Quanti oggetti falsi pensi di aver individuato fino adesso? 

Prima di darti alla lettura, davanti a te puoi trovare la pelike apula a figure rosse della Collezione Merlin conservata al Museo di Scienze Archeologiche e d’Arte: questo vaso è datato alla fine del IV secolo a.C. ed è riccamente decorato con una scena di corteggiamento amoroso. Il manufatto originale, in questo caso, è il modello di partenza per una riproduzione contemporanea, realizzata attraverso le tecniche di manifattura additiva, ossia grazie ad un rilievo 3D computerizzato. Questo secondo oggetto viene oggi utilizzato per scopi di didattica museale, mettendo così la ricerca scientifica al servizio di tutti i visitatori e le visitatrici. 

Questione di metodo

Un professionista della cultura chiamato a esprimersi sull’autenticità di un manufatto deve effettuare un complesso processo di studio e ricerca che prevede tre diverse tipologie di approfondimenti: le analisi documentali sulla provenienza dell’oggetto, le analisi visuali tecnico-formali e, infine, le analisi tecnologico-scientifiche. 

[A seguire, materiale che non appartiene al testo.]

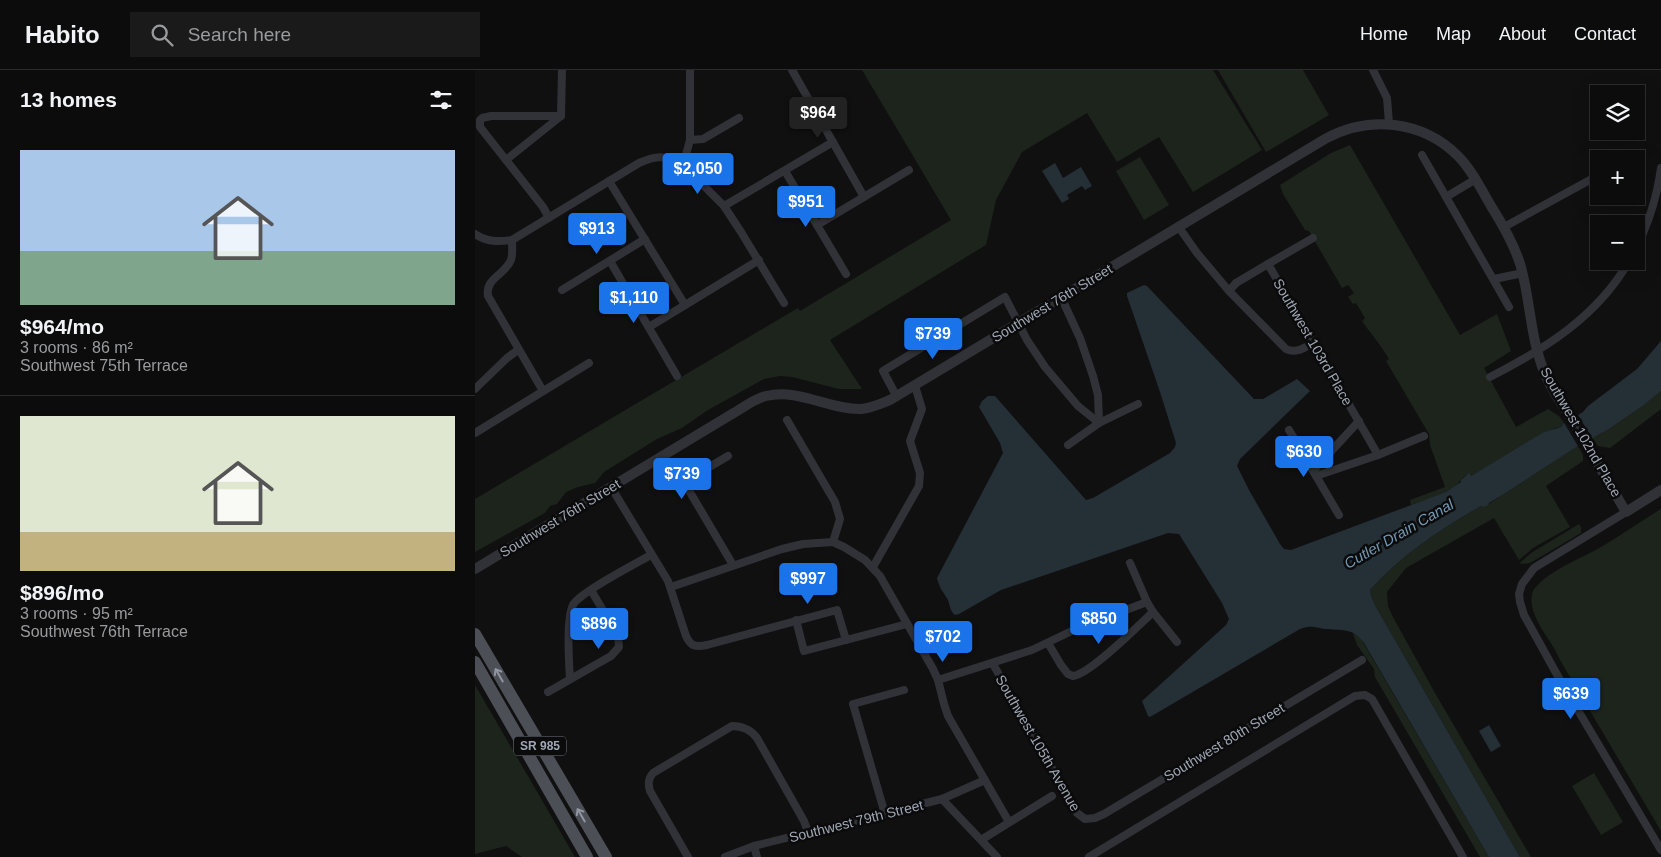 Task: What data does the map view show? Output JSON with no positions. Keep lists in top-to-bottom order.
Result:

Se le prime si concentrano sulla ricostruzione della storia del manufatto dal suo rinvenimento ai giorni nostri, seguendo i suoi possessi e trasferimenti, le analisi visuali tecnico-formali comprendono lo studio dell’oggetto dalla sua realizzazione alla sua dispersione o deposizione. A queste analisi seguono, eventualmente, gli esami multidisciplinari che possono determinare l’eventuale non autenticità mediante la verifica della presenza o assenza di particolari componenti, l’accertamento della datazione, il controllo dei metodi produttivi e la valutazione dei profili conservativi.

In questo caso abbiamo due vasi italioti decorati con una figura plastica alata a sua volta decorata con sovraddipinture policrome. 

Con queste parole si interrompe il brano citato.